* Goal of the exercise: Among the records below, find the lines with the word "公道五路三段" and copy them.

* Source data:
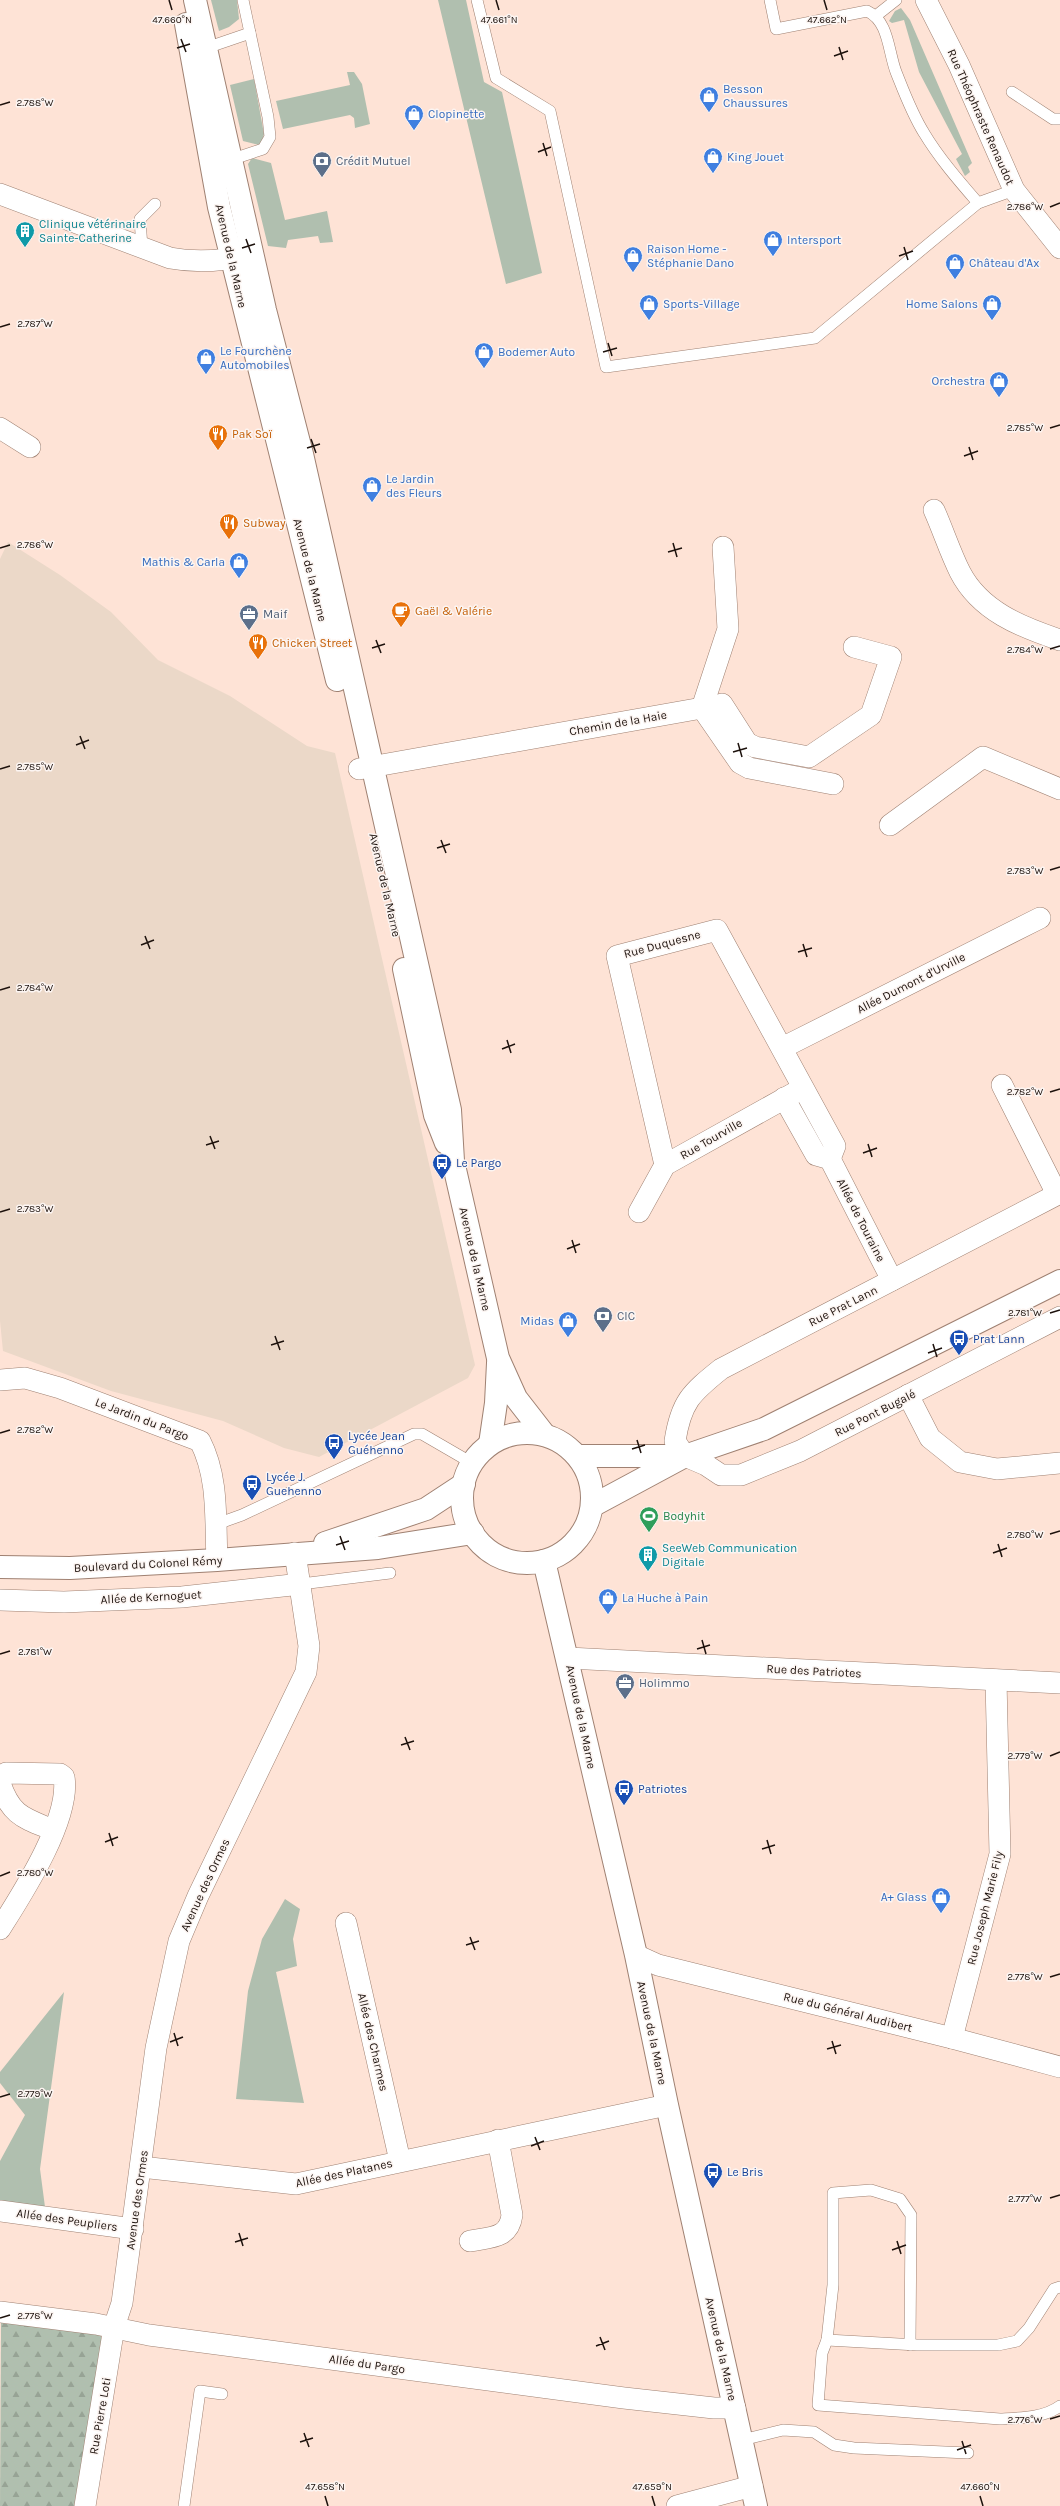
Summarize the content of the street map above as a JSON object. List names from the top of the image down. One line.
{"streets":{"main road":["Avenue de la Marne","Boulevard du Colonel Rémy"],"street":["Rue Théophraste Renaudot","Chemin de la Haie","Rue Duquesne","Allée Dumont d'Urville","Rue Tourville","Allée de Touraine","Rue Prat Lann","Rue Pont Bugalé","Le Jardin du Pargo","Allée de Kernoguet","Rue des Patriotes","Avenue des Ormes","Rue Joseph Marie Fily","Rue du Général Audibert","Allée des Charmes","Allée des Platanes","Allée des Peupliers","Allée du Pargo","Rue Pierre Loti"]},"crossings":[["Avenue de la Marne","Chemin de la Haie"],["Avenue de la Marne","Boulevard du Colonel Rémy"],["Avenue de la Marne","Rue des Patriotes"],["Avenue de la Marne","Rue du Général Audibert"],["Avenue de la Marne","Allée des Platanes"],["Avenue de la Marne","Allée du Pargo"],["Rue Duquesne","Allée Dumont d'Urville"],["Rue Duquesne","Rue Tourville"],["Allée de Touraine","Rue Prat Lann"],["Rue Prat Lann","Rue Pont Bugalé"],["Le Jardin du Pargo","Boulevard du Colonel Rémy"],["Boulevard du Colonel Rémy","Avenue des Ormes"],["Allée de Kernoguet","Avenue des Ormes"],["Rue des Patriotes","Rue Joseph Marie Fily"],["Avenue des Ormes","Allée des Platanes"],["Avenue des Ormes","Allée des Peupliers"],["Avenue des Ormes","Allée du Pargo"],["Avenue des Ormes","Rue Pierre Loti"],["Rue Joseph Marie Fily","Rue du Général Audibert"],["Allée des Charmes","Allée des Platanes"],["Allée du Pargo","Rue Pierre Loti"]],"places":{"shop":["Besson Chaussures","Clopinette","King Jouet","Intersport","Raison Home - Stéphanie Dano","Château d'Ax","Sports-Village","Home Salons","Bodemer Auto","Le Fourchène Automobiles","Orchestra","Le Jardin des Fleurs","Mathis & Carla","Midas","La Huche à Pain","A+ Glass"],"bank":["Crédit Mutuel","CIC"],"building":["Clinique vétérinaire Sainte-Catherine","SeeWeb Communication Digitale"],"restaurant":["Pak Soï","Subway","Chicken Street"],"cafe":["Gaël & Valérie"],"office":["Maif","Holimmo"],"bus stop":["Le Pargo","Prat Lann","Lycée Jean Guéhenno","Lycée J. Guehenno","Patriotes","Le Bris"],"sports":["Bodyhit"]},"coordinates":["47.660°N","47.661°N","47.662°N","2.788°W","2.786°W","2.787°W","2.785°W","2.784°W","2.783°W","2.782°W","2.781°W","2.780°W","2.779°W","2.778°W","2.777°W","2.776°W","47.658°N","47.659°N"]}
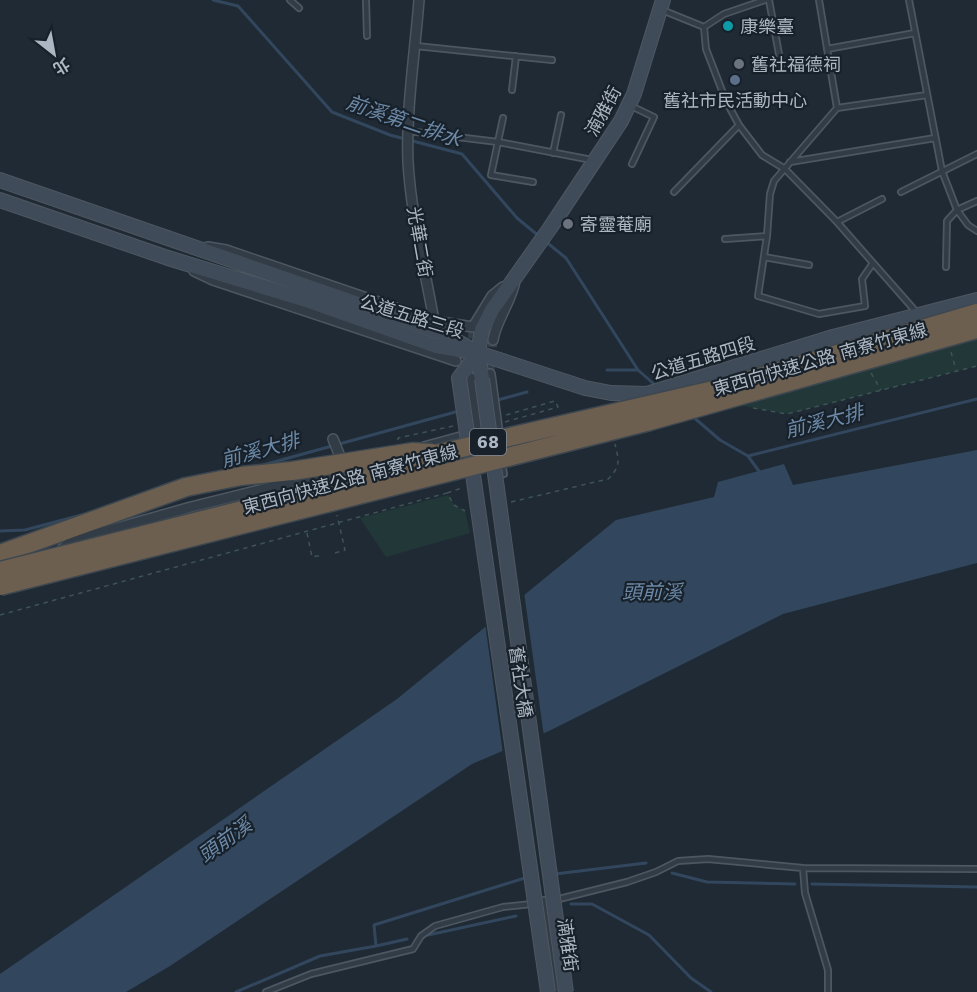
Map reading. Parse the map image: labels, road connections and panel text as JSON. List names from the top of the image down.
{
  "streets": {
    "highway": ["東西向快速公路 南寮竹東線", "68"],
    "street": [
      "湳雅街",
      "光華二街",
      "公道五路三段",
      "公道五路四段",
      "舊社大橋"
    ]
  },
  "crossings": [
    ["湳雅街", "公道五路三段"],
    ["光華二街", "公道五路三段"],
    ["公道五路三段", "公道五路四段"]
  ],
  "water": ["前溪第二排水", "前溪大排", "頭前溪"],
  "places": [
    "康樂臺",
    "舊社福德祠",
    "舊社市民活動中心",
    "寄靈菴廟"
  ],
  "north": "bottom right"
}
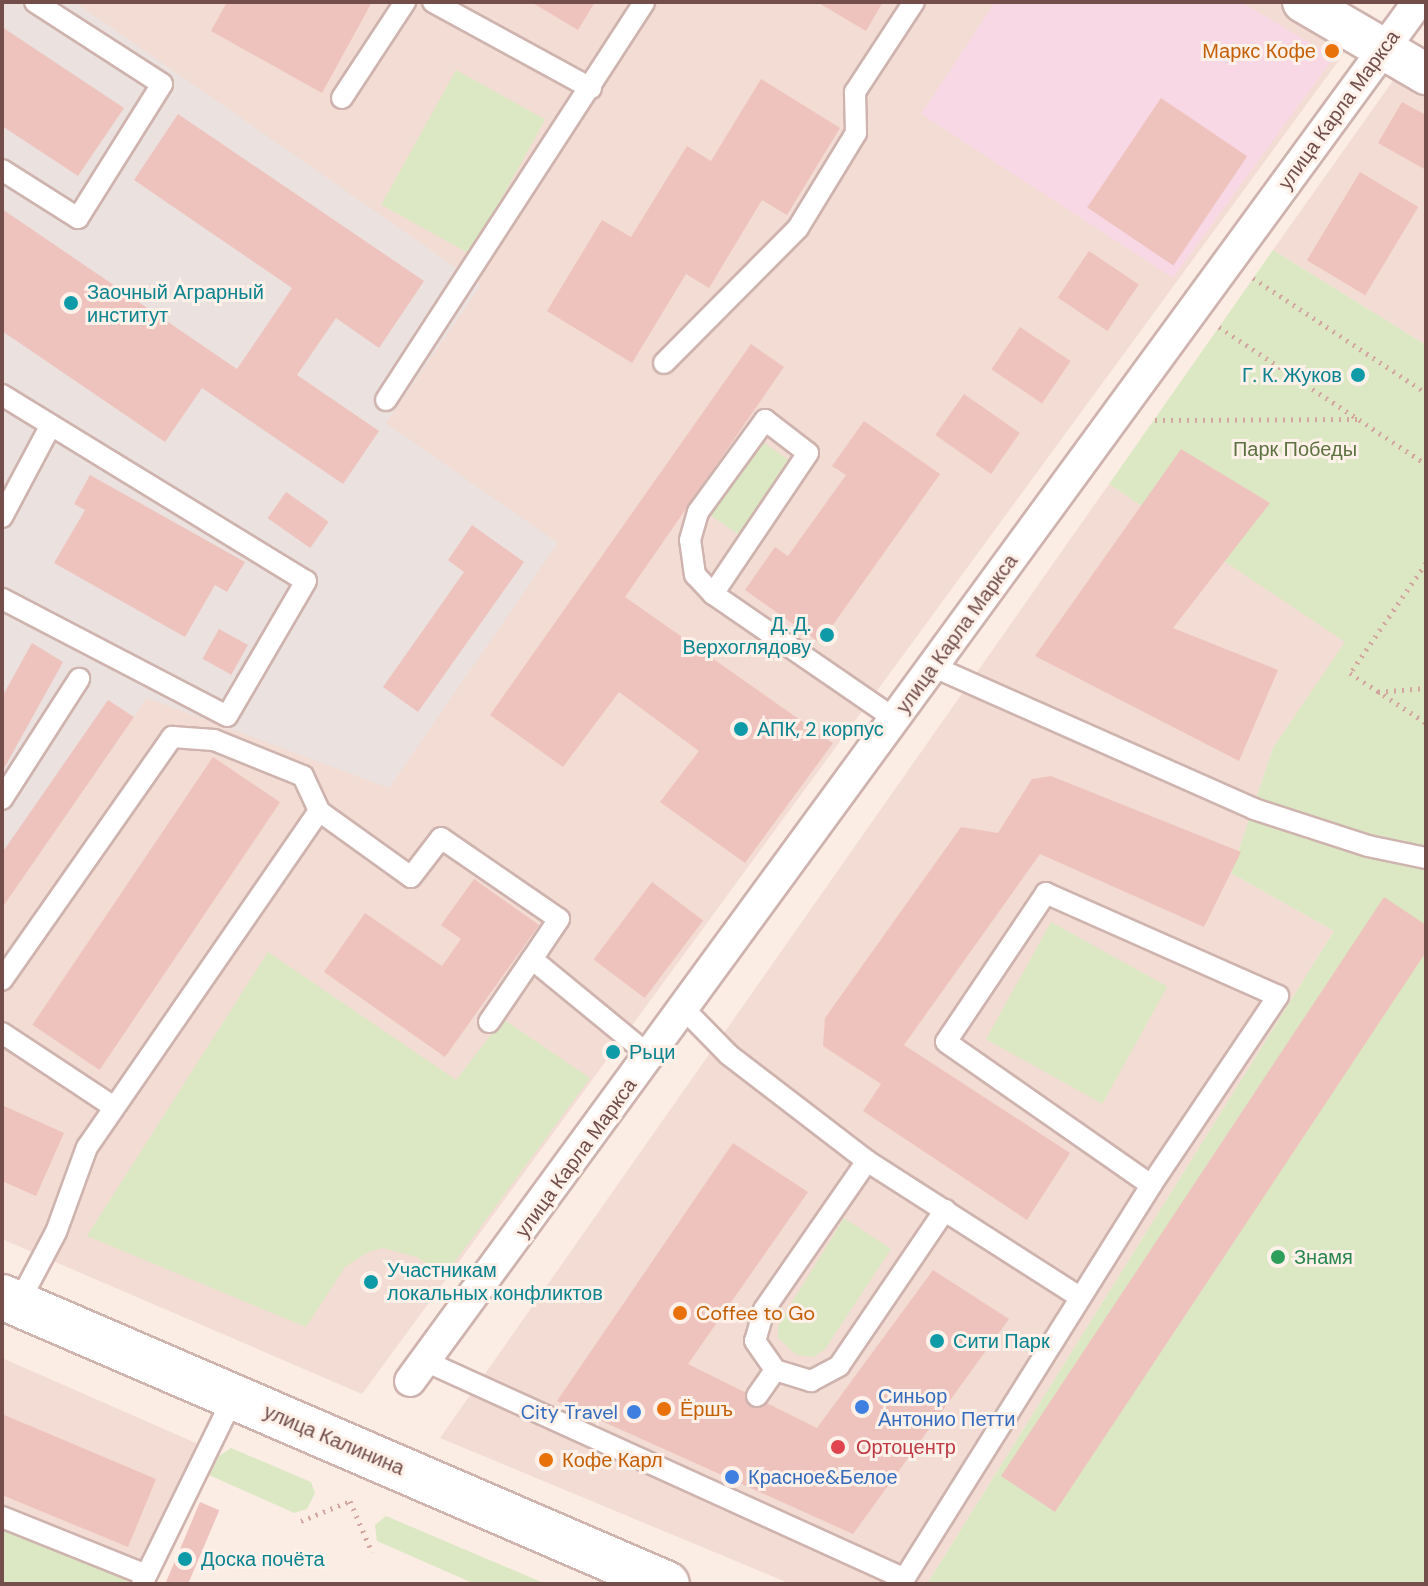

* Solution for this task:
      "公道五路三段",
    ["湳雅街", "公道五路三段"],
    ["光華二街", "公道五路三段"],
    ["公道五路三段", "公道五路四段"]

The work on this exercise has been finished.